Primero, un silencio estremecedor. Si acaso algún murmullo casi imperceptible. El viento agitando una bandera, alguna tos clandestina. Tenues sonidos que preceden al inicio de la tragedia. El gladiador espera en el centro del círculo cuya arena pronto será salpicada con sangre. De repente suena el corto compás de un arcaico instrumento de viento y abren la compuerta. Aparece el contrincante. A los ojos del público es como un monstruo desnudo y feroz que quisiera extinguir a la raza humana. Alrededor exclaman asustados y se escapan algunos ademanes de sorpresa por la visión de ilusoria superioridad del reo. Pero realmente no están en igualdad de condiciones. El héroe, espada y escudo en mano, contempla al enemigo que sólo cuenta con la protección de su piel y unas armas rudimentarias que, además, han sido boicoteadas en las mazmorras por sus captores. Comienza la lucha desigual y se suceden las humillaciones y las burlas que, entre fanfarrias y otras piezas populares, se reciben en las gradas como actos de una épica conmovedora. A veces, el héroe se toma un descanso y deja que otros se diviertan acuchillando inteligentemente el cuerpo ya cansado. Todo el mundo asume que sus entretenedores saben dónde y de qué profundidad deben ser las punciones para que no sean letales y que pueda así continuar el espectáculo.
Más fanfarrias. Vuelve el protagonista. Nuevas vejaciones. Otra vez el silencio.
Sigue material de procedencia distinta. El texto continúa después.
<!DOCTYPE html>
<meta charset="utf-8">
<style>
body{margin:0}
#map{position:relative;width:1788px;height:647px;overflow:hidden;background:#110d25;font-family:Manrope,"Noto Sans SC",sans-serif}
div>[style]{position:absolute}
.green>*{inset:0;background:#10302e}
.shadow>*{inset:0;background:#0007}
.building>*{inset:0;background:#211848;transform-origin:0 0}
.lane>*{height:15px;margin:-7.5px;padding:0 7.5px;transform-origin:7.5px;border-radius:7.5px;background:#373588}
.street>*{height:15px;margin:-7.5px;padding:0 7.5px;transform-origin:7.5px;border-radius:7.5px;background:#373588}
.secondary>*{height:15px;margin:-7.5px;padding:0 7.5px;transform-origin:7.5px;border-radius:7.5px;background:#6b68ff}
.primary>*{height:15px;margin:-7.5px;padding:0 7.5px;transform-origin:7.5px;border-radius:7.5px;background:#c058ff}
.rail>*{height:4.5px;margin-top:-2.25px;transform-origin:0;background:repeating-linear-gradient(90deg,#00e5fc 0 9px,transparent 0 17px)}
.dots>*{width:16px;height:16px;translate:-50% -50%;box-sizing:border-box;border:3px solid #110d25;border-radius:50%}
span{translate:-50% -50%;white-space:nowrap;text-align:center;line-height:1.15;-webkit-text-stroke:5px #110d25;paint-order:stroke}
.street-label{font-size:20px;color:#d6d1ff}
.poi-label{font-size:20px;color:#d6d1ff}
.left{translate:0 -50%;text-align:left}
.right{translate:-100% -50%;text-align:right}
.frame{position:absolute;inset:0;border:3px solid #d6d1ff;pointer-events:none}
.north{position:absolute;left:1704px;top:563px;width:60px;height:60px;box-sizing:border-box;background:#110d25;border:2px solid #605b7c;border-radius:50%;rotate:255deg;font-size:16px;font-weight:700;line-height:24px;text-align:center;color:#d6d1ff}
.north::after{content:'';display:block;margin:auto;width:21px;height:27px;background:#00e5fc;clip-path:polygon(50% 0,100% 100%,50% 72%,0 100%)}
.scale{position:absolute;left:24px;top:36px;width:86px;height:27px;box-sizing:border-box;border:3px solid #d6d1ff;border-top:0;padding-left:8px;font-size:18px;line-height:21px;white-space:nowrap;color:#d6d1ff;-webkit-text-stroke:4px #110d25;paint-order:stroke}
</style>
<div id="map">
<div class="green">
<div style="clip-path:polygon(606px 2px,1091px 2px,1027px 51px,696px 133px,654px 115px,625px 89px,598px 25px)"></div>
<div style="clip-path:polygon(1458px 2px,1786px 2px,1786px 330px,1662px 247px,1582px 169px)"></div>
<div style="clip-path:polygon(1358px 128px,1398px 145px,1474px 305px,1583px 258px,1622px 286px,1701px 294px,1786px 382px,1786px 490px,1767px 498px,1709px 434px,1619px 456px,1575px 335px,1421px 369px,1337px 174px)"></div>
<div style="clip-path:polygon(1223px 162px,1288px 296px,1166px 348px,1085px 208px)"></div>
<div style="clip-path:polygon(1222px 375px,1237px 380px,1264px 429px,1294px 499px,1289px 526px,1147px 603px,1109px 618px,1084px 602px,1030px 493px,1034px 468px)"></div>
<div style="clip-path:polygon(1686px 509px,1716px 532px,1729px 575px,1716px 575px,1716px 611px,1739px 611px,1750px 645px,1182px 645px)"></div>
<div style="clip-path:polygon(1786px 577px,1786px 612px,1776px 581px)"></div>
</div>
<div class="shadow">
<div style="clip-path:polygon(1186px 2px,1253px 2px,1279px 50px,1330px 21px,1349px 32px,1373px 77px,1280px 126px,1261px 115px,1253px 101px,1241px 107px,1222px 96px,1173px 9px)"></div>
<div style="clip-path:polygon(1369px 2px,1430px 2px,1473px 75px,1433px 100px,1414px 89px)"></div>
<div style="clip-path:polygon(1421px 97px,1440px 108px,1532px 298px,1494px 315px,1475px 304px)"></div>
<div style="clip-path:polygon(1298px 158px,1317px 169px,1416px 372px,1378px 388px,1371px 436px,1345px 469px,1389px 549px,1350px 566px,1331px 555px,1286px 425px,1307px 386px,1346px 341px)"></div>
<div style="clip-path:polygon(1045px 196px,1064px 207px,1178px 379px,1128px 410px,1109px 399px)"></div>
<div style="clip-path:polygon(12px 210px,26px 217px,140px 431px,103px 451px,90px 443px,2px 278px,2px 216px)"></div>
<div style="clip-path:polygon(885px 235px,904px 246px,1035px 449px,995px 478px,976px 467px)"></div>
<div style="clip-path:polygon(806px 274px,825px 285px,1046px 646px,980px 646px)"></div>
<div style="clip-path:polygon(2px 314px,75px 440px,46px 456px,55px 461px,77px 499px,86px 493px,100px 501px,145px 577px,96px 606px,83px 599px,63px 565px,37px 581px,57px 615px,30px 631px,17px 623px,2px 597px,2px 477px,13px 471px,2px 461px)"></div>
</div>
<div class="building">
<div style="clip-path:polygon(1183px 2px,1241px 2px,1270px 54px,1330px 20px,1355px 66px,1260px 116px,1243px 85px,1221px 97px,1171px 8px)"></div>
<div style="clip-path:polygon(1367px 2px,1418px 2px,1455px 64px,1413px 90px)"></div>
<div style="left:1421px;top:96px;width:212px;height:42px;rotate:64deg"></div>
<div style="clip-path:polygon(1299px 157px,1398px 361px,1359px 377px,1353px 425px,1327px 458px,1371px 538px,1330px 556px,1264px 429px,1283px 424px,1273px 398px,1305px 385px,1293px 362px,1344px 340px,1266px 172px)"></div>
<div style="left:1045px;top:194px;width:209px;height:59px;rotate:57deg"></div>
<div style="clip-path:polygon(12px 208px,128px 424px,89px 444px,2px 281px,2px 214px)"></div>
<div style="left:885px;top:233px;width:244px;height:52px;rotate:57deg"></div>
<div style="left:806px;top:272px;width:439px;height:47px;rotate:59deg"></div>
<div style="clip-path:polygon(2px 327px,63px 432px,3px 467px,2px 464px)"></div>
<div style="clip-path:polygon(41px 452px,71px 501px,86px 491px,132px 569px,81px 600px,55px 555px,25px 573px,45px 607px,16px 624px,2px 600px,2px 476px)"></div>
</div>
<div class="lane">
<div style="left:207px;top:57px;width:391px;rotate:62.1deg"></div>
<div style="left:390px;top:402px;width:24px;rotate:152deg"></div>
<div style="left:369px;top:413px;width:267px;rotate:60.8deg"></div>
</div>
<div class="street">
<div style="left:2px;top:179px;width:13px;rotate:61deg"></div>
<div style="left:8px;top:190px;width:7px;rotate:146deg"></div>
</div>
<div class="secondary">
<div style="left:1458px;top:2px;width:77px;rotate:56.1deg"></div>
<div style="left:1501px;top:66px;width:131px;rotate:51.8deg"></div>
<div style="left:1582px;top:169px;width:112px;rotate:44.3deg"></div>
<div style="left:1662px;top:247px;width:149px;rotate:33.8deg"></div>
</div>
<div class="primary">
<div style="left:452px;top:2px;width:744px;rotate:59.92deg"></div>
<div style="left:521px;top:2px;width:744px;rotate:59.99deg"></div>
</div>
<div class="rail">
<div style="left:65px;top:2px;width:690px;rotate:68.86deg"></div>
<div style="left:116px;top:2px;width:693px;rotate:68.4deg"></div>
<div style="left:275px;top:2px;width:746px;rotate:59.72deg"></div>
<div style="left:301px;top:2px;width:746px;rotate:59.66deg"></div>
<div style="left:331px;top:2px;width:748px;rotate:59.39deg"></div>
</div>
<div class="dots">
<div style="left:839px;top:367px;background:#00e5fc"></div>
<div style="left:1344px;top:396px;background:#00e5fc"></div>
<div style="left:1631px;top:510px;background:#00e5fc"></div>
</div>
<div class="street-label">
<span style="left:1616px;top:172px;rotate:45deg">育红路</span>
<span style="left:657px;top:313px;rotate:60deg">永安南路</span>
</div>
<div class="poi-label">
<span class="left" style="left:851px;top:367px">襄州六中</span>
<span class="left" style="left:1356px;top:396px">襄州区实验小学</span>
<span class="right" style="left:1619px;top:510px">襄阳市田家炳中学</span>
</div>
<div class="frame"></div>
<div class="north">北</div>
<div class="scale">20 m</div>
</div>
Ni el viento se atreve a empujar la tela de las banderas. De nuevo, el estridente instrumento irrumpe en la quietud que sólo había sido rota en contadas ocasiones por motivadores vítores de emoción. La seriedad se apodera del recinto. Parece que ha llegado la hora final, la resolución de una contienda que siempre tuvo un ganador desde el principio. El héroe se planta frente a la moribunda víctima, perfilado para asestar el golpe de gracia. Ambos se miran a los ojos. Uno, concentrado, se abalanza con pose triunfadora en un último ataque mortal. El otro, a la espera de lo inevitable, reúne las pocas fuerzas que le quedan en un desesperado movimiento de defensa. Para sorpresa y dolor del público, consigue cambiar por completo las tornas. La cornada es brutal y el matador se desangra sobre el ruedo. Es llevado con urgencia a la enfermería alentado por sollozantes señoras vestidas de época. El resto de la cuadrilla termina vilmente el trabajo clavando una puntilla en el bulbo raquídeo del toro. Al día siguiente nadie se acuerda del imponente animal que da su vida y dignidad para el regocijo de miles de sádicos sin sentimientos. Mientras, todas las portadas se desviven por el estado de salud del cobarde al que llaman héroe. Sobrevivirá, y retomará su oficio con más ganas aún. Algunos se aventuran a llamar "terrible susto" a lo ocurrido. Otros preferimos la expresión "morir con las botas puestas".